あるサイトには「派手さは一切なし」と紹介されています.
こじんまりした,こぎれいな境内ですが,頻繁に草取りをしているわけではないのでしょう.民家との境界近くには,かわいらしい雑草たちが春の終わりの日射しを浴びていました.
今,最も優勢なのは,ハルジオン(春紫苑).
バッタ?キリギリス?の幼生が止まっていましたが,花を食べているのでしょうか?
ハルジオンという名前.
かつてはハルジョオン(春女苑)がより多く使われていた可能性があり,日本国語大辞典,日本大百科全書の見出しはこちらをとって,別名として春紫苑.
しかし,現在ネット上では,春紫苑が断然優勢.
「標準和名はハルジオンであるが、同類のヒメジョオンと混同して、ハルジョオンと呼ぶ間違いが見られる」とは,ウィキペディアの記載.
そこで,
米倉浩司・梶田忠 (2003-) 「BG Plants 和名-学名インデックス」(YList),http://ylist.info( 2020年4月24日)をみると,
簡易検索結果
検索語:”Erigeron philadelphicus
Asteraceae(キク科) Erigeron philadelphicus L. ハルジオン 標準
小学館の二つの辞書.とても信頼していますが,ウィキペディアの方がより正確なこともあるのですね.
ただ,言葉は使った者勝ち.
理科の試験では間違いであっても,一般の使い方が間違いとは言い切れません.
かつてはハルジョオンと呼ぶ方の方が多かったものの,現在は植物学者の意見に揃ってきたのではないかと私は思います.
例えば,広辞苑第7版では,見出しはハルジオンですが,別名として春女苑と掲載されています.
はるじおん 春紫苑
キク科の越年草。北アメリカ原産の帰化植物で、大正時代に渡来。都会地周辺の雑草。5月頃開花し、花は淡紅色。ヒメジョオンに似るが、頭花は大形で、つぼみのときは下を向く。春女苑。
似た花に,似ていながら別系統の名前を付ける植物学者の気持ちが,素人には測りかねます
ハルジオンは
キク目 Asterales,キク科 Asteraceae,ムカシヨモギ属 Erigeron,
ハルジオン E. philadelphicus
ヒメジョオン(姫女苑)も同じ属.似た花なので見分け方が沢山のサイトに掲載されています.
咲く季節のずれ(ハルジオンの方が早い),つぼみの付き方(ハルジオンは頭を垂れている),花びらの細さ(ハルジオンの方が細い).
しかし,何といっても分かりやすいのは,折ってみて中空のものがハルジオン.
雑草ならではの見分け方.
ハルジオンはアメリカ大陸原産.
Philadelphia fleabane,common fleabaneなどと呼ばれているそうです.

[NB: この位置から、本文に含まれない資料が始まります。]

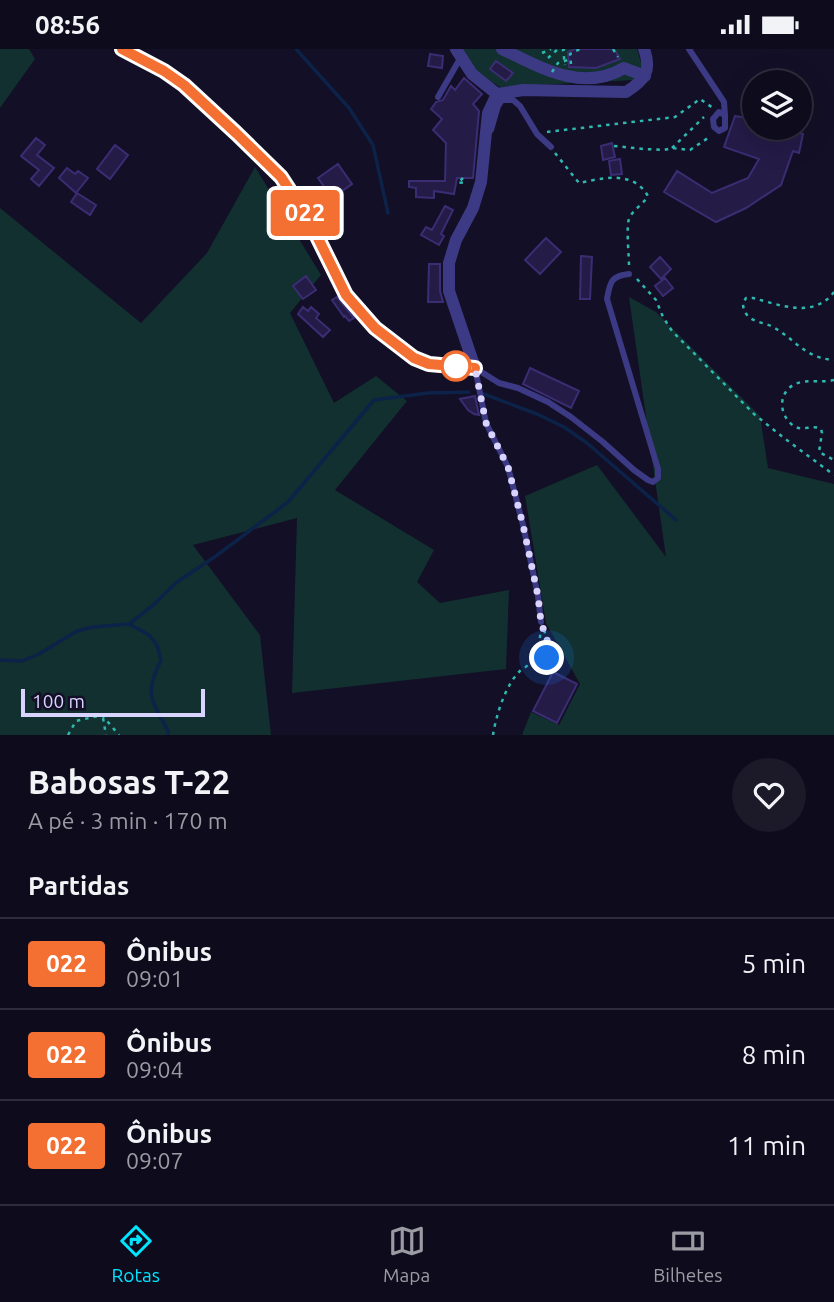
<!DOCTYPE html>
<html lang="pt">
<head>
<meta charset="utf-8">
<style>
  :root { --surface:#0e0b1c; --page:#1c1929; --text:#f1f3f6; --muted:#9b9ba3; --line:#2e2b3b; --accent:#00e5ff }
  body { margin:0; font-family:Ubuntu,sans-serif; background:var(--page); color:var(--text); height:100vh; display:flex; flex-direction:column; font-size:26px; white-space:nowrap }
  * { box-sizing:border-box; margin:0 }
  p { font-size:23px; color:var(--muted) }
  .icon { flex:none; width:38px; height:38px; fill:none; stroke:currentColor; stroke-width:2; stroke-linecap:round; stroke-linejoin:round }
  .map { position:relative; height:686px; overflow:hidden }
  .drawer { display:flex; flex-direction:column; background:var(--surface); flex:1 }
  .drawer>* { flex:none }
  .badge { padding:0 14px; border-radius:5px; font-size:24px; line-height:46px }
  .buttons { position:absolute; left:742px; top:21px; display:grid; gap:14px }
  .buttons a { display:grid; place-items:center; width:70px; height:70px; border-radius:50%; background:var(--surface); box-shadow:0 7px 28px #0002,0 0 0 2px var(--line); font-size:35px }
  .scale { position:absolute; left:21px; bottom:18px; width:184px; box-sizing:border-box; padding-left:7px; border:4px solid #d9d4ff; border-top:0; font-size:19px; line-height:24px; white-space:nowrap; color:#d9d4ff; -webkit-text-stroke:5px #130f26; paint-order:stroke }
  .you { position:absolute; width:35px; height:35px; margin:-18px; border:5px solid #fff; border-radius:50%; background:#1a73e8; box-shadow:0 0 0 10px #1a73e833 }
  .map>.badge { position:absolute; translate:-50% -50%; box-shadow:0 0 0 4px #fff }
  h2 { padding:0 28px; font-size:26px; line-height:63px }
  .round { display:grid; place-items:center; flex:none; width:74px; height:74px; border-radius:37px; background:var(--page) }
  .overview { display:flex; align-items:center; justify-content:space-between; height:119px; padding:0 28px }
  h1 { font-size:33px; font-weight:700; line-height:52px }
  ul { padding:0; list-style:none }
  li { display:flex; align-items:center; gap:21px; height:91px; padding:0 28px; border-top:2px solid var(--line) }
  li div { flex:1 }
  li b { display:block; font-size:26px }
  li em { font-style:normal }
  li .badge { min-width:77px; font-weight:700; text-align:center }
  .status { display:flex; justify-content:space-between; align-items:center; height:49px; padding:0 35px; background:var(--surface); direction:ltr }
  .status svg { height:19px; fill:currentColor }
  .tabs { display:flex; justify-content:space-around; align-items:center; height:98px; border-top:2px solid var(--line); background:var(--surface); font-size:19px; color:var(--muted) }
  .tabs a { display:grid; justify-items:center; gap:4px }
  .tabs .active { color:var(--accent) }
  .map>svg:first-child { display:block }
  .green { fill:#12302f }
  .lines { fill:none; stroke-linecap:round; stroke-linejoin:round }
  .stream { stroke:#0c2248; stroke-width:3.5 }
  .building { fill:#241b47; stroke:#3b2d73; stroke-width:2 }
  .path { stroke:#2fb8b0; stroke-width:2.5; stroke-dasharray:3.5 5; stroke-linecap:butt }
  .lane { stroke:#3d3a85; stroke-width:6 }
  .street { stroke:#3d3a85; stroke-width:12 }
  .path-bridge { stroke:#2fb8b0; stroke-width:2.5; stroke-dasharray:3.5 5; stroke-linecap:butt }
  .line-casing { stroke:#fff; stroke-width:16 }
  .line { stroke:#f37032; stroke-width:10 }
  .walk { stroke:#d9d4ff; stroke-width:7; stroke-dasharray:0 12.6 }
  .stop-dot { fill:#fff; stroke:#f37032; stroke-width:3.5 }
</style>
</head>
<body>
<div class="status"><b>08:56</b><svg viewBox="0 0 49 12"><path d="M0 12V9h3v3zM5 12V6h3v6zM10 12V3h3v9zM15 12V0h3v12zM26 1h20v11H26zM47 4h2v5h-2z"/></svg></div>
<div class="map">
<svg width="834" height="686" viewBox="0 0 834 686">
  <rect width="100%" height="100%" fill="#130f26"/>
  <path class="green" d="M0,0H29L35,10L0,59Z
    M460,0H637L643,20L634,31L500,38L473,21Z
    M255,118L321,226L290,264L334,354L376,327L407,352L335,441L434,501L417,533L440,554L509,541L506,620L292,644L297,469L193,496L260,586L271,686H0V159L141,274L207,204Z
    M629,248L656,263L760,367L768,419L834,435V686H522L531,663L559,676L580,635L546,574L525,447L597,416L666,508Z"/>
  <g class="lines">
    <path class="stream" d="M296,0L349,59L373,96L388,164
      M484,345L537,365L564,378L587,394L676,471
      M129,575L152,557L177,533L216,507L288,453L374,351L428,344L469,343
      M0,611L22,612L39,605L77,582L93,578L129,575L149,586L157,596L161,611C144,645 151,650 168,682V686"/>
  </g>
  <path class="building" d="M575,0H614L620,10L596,19L569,18L568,3Z
    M430,5L443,7L442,19L428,17Z
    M496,12L513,24L506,32L490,20Z
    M464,29L482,45L473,55L479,62L473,129H457L454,145L434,142V149L416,148V139L409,138V132H445L446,94L433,81L442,70L431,60L436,53L443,51L451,37L455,41Z
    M735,67L754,70V79H784L803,85L799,104L793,102L781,136L746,159L716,173L664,143L677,122L712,144L748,129L759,110L724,98Z
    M36,89L45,96L37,106L54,119L39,137L31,130L39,121L21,107Z
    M612,94L615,108L603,111L601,97Z
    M115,96L128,106L110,130L97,120Z
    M620,110L622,125L611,126L609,112Z
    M338,115L352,135L332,149L318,129Z
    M67,119L75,125L78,122L88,129L76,144L59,129Z
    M77,144L96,156L90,166L71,153Z
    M445,157L453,161L441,185L444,187L439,196L421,186L426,178L432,181Z
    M546,189L561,203L540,225L525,211Z
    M581,207L592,208L590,250H580Z
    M660,208L671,220L661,230L650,218Z
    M429,215H440V242L443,253H428Z
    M306,227L316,241L303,250L293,237Z
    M665,229L673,239L663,247L655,237Z
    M337,248L354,269L349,272L345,267L344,268L332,251Z
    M303,258L308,262L311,258L319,265L316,269L330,281L323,288L298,265Z
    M530,319L579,342L571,359L523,335Z
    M475,347L479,366L474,365L468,361L460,350Z
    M553,623L577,635L557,674L533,662Z"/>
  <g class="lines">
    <path class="path" d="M565,0L563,1L565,16
      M613,0L618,8
      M542,4L551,0
      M548,9L558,0
      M571,15L570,5L580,0
      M547,83L675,68L700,50L713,59
      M614,97L644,100L664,101L672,99L690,101L711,87
      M672,99L704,68
      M555,104L579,134C603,129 633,121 648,147C643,156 633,160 629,170C626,178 629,206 629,217
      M463,129L458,134L468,133
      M637,230L656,251L663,268L672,282L754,365L784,389L834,426
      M834,243C814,270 780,256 753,249H746L743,254C743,260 745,265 750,269C756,273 764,274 771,277C795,289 803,309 834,311
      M834,331C822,334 806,330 795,335C777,344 779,367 794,377C802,383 812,375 821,380L822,384L819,403L834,411
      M544,581L548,594L547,624L551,626
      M102,666L119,686
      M103,669L106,686
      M68,686L76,672L102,666
      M493,686C496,667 505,637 519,623C521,620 525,619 528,616C539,606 539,594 541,580"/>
    <path class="lane" d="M689,0L724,53L725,66
      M438,48L461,8
      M719,63L725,66V79L719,82L714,78L713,70Z
      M491,81L498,57L502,51H513L520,57L537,85L551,98
      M475,319L499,334L518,339L548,353L571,368L603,393L634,421L648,431L653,433L658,429V420L607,250C610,234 610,227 629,225
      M475,319L486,374L508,418L523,476L538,547L541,573"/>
    <path class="street" d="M122,0L164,22L184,36L236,84L281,128L309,171L346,246L375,279L414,309L429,315L475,319L449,242V214L456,191L473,159L481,133L488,64L497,45
      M456,0L472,25L497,45
      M502,0C540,18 582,44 624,19L645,27
      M497,45L523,41L626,43C645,31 652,22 644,0"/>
    <path class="path-bridge" d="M552,23L558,14L571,10"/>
  </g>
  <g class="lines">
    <defs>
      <path id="line" d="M122,0L164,22L184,36L236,84L281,128L309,171L346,246L375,279L414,309L429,315L475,319"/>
    </defs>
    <use href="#line" class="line-casing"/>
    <use href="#line" class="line"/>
    <path class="walk" d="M456,317L475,319L486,374L508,418L523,476L538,547L541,573L548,594L547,609"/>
  </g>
  <circle class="stop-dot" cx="456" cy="317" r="14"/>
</svg>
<div class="buttons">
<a><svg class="icon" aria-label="layers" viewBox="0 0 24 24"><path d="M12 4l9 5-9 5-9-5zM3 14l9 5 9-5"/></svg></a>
</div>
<div class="scale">100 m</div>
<div class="you" style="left:547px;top:609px"></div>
<b class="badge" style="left:305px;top:164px;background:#f37032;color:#fff">022</b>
</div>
<section class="drawer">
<div class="overview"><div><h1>Babosas T-22</h1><p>A pé · 3 min · 170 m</p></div><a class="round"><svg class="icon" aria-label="heart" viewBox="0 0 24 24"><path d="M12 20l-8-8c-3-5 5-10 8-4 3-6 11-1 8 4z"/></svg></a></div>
<h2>Partidas</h2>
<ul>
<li><span class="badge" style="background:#f37032;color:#fff">022</span><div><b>Ônibus</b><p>09:01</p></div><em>5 min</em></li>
<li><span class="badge" style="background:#f37032;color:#fff">022</span><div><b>Ônibus</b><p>09:04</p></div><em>8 min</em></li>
<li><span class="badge" style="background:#f37032;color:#fff">022</span><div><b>Ônibus</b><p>09:07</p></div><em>11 min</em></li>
</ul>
</section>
<nav class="tabs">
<a class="active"><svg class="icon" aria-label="directions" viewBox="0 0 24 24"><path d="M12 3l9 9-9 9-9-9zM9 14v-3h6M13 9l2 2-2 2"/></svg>Rotas</a>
<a><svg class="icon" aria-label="map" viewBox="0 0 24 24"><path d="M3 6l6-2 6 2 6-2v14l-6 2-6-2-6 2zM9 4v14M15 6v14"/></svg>Mapa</a>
<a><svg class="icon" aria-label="tickets" viewBox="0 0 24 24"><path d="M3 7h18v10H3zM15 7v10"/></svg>Bilhetes</a>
</nav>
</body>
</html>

Erigeron philadelphicus - Wikipedia
flea・bane[flíːbèin]
ランダムハウス英語辞典
ノミヨケ草:ノミの駆除に役立つといわれるキク科植物の総称;ヨーロッパではオオグルマ,米国ではハルジョオン.
ノミの駆除!?乾燥させた粉を使う?調べきれませんでした.
アメリカ原産のハルジオンは,ヨーロッパ,アジアに渡り,その強い繁殖能力ゆえに嫌われ者にもなっています.
ヨーロッパ,アジアに持ち込まれ,多くの国で侵略的な雑草とみなされている.
It is also introduced into Europe and Asia, considered an invasive weed in many places.
Erigeron philadelphicus - Wikipedia
とはいっても,近縁(属は異なる)のセイタカアワダチソウほどは嫌われていません.
小さな神社の庭の片隅に咲いていても,それほど邪魔には感じませんし,むしろ季節を感じさせてくれて好感すら持てます.